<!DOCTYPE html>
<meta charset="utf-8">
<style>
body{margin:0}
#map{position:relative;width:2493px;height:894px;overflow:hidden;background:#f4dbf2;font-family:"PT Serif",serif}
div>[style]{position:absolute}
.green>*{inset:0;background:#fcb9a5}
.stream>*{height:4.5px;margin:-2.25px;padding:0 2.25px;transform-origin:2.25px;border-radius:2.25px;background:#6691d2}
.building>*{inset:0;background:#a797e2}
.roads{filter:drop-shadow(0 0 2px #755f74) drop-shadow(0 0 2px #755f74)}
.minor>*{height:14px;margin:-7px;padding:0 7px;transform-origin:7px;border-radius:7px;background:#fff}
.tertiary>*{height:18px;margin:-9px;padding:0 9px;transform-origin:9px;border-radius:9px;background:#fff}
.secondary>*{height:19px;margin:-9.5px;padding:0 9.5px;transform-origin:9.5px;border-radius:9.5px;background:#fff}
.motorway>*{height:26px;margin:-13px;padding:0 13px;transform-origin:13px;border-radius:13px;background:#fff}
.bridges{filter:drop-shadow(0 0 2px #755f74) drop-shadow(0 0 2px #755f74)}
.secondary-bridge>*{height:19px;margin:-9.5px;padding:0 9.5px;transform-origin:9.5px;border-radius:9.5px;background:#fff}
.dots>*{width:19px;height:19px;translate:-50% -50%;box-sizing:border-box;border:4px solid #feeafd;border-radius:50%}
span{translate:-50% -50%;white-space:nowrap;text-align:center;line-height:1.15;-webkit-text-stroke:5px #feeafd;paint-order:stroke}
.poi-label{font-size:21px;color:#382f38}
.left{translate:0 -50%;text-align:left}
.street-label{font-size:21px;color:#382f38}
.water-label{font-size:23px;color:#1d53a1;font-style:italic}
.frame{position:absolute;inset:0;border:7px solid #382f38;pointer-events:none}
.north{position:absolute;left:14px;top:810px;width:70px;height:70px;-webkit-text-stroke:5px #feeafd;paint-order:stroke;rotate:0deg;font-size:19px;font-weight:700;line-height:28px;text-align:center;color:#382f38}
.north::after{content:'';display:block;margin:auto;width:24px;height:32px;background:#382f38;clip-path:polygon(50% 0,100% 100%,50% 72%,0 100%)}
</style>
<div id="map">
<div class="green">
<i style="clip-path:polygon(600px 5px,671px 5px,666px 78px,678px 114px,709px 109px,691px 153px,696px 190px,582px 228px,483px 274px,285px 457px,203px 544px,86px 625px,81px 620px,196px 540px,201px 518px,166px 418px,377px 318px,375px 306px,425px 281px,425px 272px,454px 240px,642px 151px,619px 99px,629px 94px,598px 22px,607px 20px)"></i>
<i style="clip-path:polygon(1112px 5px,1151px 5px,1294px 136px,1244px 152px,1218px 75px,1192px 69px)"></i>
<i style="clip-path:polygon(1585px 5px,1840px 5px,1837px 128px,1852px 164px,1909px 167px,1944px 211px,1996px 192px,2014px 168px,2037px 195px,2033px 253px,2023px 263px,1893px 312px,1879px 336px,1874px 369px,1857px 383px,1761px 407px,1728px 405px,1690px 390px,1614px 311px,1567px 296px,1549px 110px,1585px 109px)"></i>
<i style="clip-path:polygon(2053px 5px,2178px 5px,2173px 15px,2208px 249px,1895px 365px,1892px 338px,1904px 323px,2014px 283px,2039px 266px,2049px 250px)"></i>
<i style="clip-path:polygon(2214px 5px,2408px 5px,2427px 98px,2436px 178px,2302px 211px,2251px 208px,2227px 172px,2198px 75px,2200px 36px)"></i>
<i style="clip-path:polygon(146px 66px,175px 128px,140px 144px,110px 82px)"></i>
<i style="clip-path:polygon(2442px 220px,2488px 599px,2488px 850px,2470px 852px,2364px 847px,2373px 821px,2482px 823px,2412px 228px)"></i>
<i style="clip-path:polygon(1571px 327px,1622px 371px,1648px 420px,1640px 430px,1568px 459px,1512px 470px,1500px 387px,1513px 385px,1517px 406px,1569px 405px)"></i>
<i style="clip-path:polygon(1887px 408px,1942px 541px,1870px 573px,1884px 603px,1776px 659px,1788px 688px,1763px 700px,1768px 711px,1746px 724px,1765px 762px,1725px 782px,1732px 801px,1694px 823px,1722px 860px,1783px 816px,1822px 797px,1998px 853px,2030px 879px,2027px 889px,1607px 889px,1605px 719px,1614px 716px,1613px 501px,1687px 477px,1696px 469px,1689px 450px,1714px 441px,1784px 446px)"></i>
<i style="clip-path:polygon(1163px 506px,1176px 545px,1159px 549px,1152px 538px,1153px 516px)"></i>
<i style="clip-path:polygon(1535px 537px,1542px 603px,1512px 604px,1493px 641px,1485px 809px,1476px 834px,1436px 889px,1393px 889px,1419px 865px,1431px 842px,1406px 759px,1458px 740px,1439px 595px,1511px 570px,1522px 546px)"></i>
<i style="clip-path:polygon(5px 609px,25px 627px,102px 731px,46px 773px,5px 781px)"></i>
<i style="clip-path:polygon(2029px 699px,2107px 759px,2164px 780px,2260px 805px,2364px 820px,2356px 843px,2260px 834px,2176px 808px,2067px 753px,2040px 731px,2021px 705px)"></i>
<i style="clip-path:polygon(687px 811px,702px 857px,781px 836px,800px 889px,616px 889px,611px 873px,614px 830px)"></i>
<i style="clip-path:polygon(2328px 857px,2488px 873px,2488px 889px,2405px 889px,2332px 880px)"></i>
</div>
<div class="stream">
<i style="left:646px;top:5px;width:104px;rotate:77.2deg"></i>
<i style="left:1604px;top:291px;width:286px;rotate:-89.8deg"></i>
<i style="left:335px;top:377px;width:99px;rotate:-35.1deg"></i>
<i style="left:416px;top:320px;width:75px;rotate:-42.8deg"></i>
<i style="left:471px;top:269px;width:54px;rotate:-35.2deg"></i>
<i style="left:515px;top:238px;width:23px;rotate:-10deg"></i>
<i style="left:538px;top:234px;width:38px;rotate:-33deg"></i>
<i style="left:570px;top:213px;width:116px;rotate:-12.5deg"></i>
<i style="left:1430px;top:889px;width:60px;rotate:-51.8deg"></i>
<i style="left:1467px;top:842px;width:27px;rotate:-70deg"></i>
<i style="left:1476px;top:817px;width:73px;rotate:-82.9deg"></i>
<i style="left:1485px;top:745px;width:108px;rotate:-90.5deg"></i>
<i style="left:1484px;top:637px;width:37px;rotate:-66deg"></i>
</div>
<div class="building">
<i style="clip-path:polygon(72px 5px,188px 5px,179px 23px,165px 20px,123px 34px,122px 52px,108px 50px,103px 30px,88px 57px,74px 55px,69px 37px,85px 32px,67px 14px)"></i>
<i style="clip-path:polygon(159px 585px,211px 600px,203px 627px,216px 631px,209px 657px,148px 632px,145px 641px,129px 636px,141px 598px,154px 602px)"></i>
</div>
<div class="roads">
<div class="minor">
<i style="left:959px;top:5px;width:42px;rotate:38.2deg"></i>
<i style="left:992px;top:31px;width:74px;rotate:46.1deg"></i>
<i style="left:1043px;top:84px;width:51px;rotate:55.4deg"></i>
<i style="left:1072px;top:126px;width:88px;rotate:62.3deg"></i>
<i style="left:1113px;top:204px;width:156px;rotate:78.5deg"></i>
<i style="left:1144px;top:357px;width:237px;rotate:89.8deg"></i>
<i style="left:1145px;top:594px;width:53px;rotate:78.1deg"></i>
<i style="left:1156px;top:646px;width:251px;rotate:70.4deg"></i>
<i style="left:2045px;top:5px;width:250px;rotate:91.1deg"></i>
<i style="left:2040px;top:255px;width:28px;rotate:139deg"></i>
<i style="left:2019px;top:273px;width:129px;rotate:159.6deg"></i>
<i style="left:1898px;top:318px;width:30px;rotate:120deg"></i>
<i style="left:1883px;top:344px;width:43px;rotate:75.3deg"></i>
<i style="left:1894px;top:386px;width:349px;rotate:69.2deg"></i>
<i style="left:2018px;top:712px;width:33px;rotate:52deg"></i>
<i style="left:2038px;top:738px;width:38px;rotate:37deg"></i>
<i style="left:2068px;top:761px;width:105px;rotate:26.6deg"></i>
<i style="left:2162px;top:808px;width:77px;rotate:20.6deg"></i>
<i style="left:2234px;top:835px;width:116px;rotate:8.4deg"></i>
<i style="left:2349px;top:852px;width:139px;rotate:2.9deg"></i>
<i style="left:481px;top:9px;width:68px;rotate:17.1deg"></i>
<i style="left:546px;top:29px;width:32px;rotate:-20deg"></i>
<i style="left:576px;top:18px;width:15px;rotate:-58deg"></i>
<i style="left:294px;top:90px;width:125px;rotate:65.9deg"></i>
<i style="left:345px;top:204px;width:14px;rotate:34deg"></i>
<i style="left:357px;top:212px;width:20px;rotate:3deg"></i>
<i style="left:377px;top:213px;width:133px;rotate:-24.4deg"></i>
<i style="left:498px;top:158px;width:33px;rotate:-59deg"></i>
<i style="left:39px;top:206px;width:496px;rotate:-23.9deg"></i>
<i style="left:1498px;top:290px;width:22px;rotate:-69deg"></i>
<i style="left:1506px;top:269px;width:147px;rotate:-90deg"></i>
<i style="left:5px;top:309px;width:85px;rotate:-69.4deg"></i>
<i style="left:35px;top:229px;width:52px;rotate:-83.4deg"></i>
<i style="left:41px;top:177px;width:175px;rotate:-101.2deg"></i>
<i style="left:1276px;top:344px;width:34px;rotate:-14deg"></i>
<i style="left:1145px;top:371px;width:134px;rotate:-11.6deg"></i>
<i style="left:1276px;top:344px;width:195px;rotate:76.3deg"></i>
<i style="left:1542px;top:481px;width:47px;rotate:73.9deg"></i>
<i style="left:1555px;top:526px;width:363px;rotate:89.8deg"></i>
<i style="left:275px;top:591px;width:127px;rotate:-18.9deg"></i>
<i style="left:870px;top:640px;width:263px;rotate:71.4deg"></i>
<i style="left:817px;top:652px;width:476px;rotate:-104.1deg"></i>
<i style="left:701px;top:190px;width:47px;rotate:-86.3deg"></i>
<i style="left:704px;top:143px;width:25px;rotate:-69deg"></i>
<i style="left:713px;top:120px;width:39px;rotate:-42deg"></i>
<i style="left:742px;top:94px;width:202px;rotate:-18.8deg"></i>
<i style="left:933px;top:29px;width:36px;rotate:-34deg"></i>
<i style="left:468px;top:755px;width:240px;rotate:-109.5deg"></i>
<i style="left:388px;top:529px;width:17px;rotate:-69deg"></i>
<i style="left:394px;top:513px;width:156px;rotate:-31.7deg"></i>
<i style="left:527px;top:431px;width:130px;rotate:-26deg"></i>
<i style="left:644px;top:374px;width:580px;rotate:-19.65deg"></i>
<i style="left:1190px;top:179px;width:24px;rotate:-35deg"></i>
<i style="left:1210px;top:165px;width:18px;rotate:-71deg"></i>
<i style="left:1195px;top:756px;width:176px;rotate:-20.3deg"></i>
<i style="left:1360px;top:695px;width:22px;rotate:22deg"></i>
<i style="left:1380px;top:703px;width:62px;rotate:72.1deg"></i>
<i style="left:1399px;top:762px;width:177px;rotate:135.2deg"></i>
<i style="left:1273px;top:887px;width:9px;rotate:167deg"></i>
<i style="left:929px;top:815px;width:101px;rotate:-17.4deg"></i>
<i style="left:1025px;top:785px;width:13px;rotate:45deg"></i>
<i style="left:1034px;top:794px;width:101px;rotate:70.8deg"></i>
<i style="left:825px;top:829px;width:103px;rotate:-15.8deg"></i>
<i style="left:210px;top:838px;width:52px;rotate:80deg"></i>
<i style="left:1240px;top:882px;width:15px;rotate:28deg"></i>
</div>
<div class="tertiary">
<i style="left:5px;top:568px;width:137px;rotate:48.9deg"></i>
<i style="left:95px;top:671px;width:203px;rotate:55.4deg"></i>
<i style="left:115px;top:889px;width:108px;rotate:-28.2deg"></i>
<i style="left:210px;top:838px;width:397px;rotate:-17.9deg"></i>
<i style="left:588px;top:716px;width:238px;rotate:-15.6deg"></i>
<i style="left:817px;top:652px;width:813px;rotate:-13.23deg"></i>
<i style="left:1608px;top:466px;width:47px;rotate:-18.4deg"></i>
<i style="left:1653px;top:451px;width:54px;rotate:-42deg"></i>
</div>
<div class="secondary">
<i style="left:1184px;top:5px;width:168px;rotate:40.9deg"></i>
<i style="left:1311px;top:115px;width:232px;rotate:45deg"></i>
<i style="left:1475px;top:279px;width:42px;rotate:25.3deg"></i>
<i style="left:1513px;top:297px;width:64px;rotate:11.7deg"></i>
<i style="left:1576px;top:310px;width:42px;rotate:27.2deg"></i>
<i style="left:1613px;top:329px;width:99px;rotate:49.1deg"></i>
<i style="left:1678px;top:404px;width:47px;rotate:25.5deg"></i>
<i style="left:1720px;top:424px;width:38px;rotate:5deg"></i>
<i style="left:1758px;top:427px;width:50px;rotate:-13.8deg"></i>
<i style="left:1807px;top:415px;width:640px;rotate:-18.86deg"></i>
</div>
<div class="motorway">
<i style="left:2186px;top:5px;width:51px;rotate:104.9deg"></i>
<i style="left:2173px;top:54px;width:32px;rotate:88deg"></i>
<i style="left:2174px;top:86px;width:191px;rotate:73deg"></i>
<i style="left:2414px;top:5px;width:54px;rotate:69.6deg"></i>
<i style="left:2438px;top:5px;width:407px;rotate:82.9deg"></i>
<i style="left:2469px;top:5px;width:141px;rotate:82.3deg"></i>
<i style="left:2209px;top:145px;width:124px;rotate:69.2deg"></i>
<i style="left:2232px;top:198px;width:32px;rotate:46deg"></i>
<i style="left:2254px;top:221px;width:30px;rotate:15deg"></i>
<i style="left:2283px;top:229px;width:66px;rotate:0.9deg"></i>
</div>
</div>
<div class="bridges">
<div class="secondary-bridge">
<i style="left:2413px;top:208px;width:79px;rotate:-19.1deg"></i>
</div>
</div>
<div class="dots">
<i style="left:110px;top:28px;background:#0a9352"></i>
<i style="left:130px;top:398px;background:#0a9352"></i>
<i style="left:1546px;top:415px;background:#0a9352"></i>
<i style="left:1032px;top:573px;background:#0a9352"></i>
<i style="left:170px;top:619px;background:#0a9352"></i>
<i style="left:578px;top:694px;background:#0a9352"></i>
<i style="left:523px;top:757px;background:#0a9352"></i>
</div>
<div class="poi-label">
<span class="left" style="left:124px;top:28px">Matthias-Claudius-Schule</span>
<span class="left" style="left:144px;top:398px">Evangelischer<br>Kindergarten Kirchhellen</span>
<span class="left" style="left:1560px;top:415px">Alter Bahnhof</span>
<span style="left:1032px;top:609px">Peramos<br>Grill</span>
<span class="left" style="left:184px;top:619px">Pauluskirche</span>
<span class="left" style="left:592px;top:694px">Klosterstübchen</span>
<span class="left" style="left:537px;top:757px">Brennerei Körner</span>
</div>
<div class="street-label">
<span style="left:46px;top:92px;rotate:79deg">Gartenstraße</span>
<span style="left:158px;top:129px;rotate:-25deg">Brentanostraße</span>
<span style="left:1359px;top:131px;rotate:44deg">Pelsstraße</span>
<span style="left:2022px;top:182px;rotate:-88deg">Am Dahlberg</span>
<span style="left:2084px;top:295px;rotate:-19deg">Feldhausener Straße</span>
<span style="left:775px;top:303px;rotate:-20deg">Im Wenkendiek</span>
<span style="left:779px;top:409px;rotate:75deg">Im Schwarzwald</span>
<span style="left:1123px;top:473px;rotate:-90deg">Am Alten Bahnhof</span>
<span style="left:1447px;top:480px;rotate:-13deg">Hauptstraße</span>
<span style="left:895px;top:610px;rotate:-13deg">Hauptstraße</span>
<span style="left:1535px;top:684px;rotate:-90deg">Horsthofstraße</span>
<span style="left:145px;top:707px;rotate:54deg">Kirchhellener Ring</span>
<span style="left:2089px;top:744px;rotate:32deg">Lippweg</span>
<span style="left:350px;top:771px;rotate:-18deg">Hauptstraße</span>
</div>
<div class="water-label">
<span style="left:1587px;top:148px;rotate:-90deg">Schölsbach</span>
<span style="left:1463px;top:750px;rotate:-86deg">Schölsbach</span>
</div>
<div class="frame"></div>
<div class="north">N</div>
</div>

> _EXERCISE PROMPT_
Copy each line of the entries that includes the word "stream".

> _OUTPUT OF THE EXERCISE_
.stream>*{height:4.5px;margin:-2.25px;padding:0 2.25px;transform-origin:2.25px;border-radius:2.25px;background:#6691d2}
<div class="stream">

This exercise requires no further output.